Sonaron unos golpecitos discretos en el marco de la puerta, y Coy vio al capitán de fragata con quien se había cruzado antes en una sala. Tánger Soto se disculpó, fue al pasillo y estuvo unos instantes hablando con él en voz baja. El recién llegado era maduro y apuesto, y los botones dorados y los galones le daban aspecto distinguido. De vez en cuando se volvía para observar a Coy, con curiosidad no exenta de recelo. A éste no le gustaban esas miradas, ni la sonrisa excesiva con que aderezaba la conversación. Así que suspiró amargamente para sus adentros. Como buena parte de los marinos mercantes, no apreciaba a los de guerra: le parecían demasiado estirados, practicaban la endogamia casándose con hijas de otros marinos de guerra, atiborraban la iglesia los domingos y solían tener demasiados hijos. Además, ya no hacían abordajes ni batallas ni nada, y se quedaban en casa con mal tiempo.
—Tengo que dejarte unos minutos —dijo ella—. No te vayas.
Se fue por el pasillo en compañía del capitán de fragata, que antes de irse dirigió a Coy un último y silencioso vistazo.
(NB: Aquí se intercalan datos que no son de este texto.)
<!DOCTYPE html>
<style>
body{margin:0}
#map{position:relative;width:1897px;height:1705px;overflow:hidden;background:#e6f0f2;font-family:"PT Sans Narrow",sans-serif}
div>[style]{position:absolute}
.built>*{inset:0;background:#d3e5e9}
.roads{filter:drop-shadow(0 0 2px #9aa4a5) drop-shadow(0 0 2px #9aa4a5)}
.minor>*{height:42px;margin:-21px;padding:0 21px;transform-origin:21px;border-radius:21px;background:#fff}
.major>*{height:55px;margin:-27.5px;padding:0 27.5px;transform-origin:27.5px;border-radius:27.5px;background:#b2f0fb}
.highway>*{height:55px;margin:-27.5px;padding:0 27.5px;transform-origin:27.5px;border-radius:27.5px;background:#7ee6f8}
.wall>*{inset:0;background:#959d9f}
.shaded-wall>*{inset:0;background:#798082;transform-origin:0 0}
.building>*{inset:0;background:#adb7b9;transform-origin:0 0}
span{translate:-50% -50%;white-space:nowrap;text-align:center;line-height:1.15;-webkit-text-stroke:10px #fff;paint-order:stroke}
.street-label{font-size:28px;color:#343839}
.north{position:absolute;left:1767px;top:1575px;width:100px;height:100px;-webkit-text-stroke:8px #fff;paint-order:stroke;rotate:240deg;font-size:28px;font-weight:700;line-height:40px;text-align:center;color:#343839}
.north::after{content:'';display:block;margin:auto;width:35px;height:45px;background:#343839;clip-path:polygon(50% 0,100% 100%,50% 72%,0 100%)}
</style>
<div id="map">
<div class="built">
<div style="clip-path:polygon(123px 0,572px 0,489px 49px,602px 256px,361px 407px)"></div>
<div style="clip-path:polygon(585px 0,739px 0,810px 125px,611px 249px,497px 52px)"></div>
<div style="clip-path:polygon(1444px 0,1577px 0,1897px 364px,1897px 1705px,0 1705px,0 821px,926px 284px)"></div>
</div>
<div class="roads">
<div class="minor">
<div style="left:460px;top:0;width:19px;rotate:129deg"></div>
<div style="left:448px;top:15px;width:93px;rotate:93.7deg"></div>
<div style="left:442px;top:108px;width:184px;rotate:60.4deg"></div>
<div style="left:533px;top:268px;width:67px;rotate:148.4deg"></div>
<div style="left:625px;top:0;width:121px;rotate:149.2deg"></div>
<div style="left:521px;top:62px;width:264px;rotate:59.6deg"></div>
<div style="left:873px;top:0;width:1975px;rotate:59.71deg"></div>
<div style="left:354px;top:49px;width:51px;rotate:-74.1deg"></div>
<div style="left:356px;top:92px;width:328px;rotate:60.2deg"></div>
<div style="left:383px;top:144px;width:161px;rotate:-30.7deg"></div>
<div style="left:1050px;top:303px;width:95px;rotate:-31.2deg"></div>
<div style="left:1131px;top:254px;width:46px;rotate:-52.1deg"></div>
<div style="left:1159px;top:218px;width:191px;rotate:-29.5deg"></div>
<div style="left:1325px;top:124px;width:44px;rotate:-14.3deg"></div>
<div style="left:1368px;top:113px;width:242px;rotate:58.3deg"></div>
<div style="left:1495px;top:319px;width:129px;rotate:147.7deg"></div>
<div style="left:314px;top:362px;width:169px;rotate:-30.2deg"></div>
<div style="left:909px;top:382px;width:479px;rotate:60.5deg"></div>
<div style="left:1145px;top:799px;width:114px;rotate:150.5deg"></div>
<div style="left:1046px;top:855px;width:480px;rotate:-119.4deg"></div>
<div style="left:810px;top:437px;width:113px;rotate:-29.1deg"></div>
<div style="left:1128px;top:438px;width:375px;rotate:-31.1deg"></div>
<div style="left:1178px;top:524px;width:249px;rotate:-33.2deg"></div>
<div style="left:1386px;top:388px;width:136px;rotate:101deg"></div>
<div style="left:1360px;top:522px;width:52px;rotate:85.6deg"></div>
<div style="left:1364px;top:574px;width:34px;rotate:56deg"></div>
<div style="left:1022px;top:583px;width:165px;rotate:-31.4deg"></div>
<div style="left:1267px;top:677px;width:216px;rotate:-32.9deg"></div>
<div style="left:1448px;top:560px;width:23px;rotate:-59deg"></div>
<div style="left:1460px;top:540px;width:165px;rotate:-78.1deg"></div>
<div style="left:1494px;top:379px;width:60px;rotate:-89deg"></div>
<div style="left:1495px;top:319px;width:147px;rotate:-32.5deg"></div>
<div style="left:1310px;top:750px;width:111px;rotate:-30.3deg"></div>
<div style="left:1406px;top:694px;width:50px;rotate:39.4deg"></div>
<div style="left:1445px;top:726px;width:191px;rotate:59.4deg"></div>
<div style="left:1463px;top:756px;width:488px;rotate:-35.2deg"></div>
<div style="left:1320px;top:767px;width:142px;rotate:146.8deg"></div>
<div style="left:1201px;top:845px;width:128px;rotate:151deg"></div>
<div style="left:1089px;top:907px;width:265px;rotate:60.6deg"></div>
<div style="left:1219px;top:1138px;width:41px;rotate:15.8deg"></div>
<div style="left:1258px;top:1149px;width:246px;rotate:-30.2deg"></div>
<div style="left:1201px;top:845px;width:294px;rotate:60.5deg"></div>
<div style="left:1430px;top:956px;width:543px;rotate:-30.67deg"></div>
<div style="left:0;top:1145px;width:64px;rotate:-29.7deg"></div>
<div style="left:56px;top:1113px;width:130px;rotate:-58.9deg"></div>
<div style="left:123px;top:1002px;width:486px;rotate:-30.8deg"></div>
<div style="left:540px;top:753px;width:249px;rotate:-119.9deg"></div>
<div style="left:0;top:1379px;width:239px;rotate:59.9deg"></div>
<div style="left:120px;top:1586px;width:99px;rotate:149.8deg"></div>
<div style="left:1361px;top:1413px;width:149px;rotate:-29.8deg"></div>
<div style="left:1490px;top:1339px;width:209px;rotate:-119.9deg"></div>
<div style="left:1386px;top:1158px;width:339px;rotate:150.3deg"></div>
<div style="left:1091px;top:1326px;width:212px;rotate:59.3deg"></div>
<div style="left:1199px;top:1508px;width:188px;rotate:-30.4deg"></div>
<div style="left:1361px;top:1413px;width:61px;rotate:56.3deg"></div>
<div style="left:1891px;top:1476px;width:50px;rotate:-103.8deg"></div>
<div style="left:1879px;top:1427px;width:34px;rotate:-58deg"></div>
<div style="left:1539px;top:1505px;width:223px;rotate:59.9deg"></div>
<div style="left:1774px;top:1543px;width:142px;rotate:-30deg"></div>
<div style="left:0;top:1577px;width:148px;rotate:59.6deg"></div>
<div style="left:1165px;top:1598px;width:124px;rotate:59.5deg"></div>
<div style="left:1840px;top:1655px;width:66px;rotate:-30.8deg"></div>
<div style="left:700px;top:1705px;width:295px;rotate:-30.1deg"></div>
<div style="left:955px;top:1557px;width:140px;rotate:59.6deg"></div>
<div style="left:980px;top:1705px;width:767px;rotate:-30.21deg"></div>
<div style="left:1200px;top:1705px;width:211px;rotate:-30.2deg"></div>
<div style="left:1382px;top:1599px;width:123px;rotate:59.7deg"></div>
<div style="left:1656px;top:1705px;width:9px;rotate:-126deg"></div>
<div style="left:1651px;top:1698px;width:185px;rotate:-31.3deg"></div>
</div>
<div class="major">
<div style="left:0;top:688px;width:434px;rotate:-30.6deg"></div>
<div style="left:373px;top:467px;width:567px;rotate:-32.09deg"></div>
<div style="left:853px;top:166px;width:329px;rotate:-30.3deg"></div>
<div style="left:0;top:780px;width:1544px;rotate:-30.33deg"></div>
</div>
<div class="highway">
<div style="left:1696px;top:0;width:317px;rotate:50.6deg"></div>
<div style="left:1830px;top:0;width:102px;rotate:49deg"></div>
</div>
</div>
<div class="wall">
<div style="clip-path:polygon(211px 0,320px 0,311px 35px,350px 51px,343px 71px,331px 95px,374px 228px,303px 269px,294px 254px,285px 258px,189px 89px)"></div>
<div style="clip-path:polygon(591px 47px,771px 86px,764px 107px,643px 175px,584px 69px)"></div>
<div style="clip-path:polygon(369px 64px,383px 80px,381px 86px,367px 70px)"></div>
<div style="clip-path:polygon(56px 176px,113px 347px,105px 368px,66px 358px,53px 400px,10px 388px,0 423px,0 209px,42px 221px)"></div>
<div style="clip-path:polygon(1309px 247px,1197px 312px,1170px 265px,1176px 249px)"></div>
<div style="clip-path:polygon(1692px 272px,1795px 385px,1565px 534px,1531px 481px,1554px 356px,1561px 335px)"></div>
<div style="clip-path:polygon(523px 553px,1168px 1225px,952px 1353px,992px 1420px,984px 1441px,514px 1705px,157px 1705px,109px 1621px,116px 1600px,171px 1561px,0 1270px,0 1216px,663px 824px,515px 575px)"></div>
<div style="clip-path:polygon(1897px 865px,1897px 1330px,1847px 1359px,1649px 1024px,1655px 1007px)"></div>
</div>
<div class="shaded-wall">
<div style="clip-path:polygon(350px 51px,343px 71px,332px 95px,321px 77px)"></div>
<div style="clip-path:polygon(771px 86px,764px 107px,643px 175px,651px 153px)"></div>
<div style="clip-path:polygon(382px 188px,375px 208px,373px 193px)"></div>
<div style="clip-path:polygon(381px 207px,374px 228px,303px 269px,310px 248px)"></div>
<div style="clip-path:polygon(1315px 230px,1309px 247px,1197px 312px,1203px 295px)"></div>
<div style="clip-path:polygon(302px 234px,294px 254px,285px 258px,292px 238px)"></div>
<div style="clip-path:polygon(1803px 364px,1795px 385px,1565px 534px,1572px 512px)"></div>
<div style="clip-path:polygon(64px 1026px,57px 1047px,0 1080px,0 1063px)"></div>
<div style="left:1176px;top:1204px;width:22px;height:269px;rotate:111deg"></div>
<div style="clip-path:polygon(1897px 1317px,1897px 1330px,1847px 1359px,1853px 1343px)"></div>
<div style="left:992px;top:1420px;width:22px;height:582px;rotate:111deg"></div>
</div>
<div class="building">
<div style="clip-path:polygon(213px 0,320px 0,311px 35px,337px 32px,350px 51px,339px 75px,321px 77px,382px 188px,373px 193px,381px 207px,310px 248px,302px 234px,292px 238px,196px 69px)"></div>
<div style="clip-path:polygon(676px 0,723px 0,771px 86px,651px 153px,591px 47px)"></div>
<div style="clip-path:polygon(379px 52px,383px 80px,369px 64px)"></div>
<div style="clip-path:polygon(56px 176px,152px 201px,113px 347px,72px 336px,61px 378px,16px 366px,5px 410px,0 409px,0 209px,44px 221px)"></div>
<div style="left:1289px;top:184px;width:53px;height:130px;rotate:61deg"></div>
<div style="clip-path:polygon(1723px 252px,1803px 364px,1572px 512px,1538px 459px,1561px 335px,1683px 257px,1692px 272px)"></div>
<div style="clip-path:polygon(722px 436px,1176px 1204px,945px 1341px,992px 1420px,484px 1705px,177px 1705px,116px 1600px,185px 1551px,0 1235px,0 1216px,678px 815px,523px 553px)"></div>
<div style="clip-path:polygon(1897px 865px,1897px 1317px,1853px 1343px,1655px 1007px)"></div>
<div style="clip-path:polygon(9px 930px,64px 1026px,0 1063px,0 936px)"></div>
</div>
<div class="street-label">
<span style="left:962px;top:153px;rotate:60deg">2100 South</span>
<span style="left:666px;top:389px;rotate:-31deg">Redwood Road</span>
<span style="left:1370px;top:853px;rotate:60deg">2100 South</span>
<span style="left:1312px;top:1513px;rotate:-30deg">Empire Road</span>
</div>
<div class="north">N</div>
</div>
Permaneció éste en el despacho, mirando alrededor, primero otra vez la carta del Urrutia y luego los objetos que había sobre la mesa, el grabado de la pared —
Vista 4ª del combate de Tolón
— y el contenido del armario. Iba a sentarse cuando le llamó la atención el gran caballete con documentos, planos y fotografías que estaba junto a la mesa. Se acercó, sin otra intención que matar el tiempo, descubriendo que bajo unas láminas puestas en la parte superior asomaban planos de barcos de vela: todos eran bergantines, comprobó tras echar una ojeada a las arboladuras. Debajo había fotos aéreas de lugares costeros, reproducciones de cartas náuticas antiguas y también una moderna: la número 463A del Instituto Hidrográfico de la Marina —de cabo de Gata a cabo de Palos—, que correspondía en parte con la que estaba en el atlas abierto sobre la mesa.
La coincidencia hizo sonreír a Coy.
Un minuto más tarde ella estaba de vuelta, disculpándose con una mueca resignada. Mi jefe, dijo. Consultas de alto nivel sobre los turnos de vacaciones. Todo muy top secret.
—Así que trabajas para la Armada.
—Ya lo ves.
La observó, divertido.
—Eres una especie de soldado, entonces.
—Nada de eso —el cabello dorado se le movía a un lado y a otro al negar con la cabeza—. Mi rango es de funcionaria civil… Después de licenciarme en Historia hice una oposición. Estoy aquí desde hace cuatro años.
Tras decir aquello se quedó pensativa, mirando por la ventana. De nuevo entornaba los ojos. Después, muy despacio, como si tuviera algo en la cabeza que no terminaba por írsele del todo, volvió a la mesa, cerró el atlas y fue a meterlo en el armario.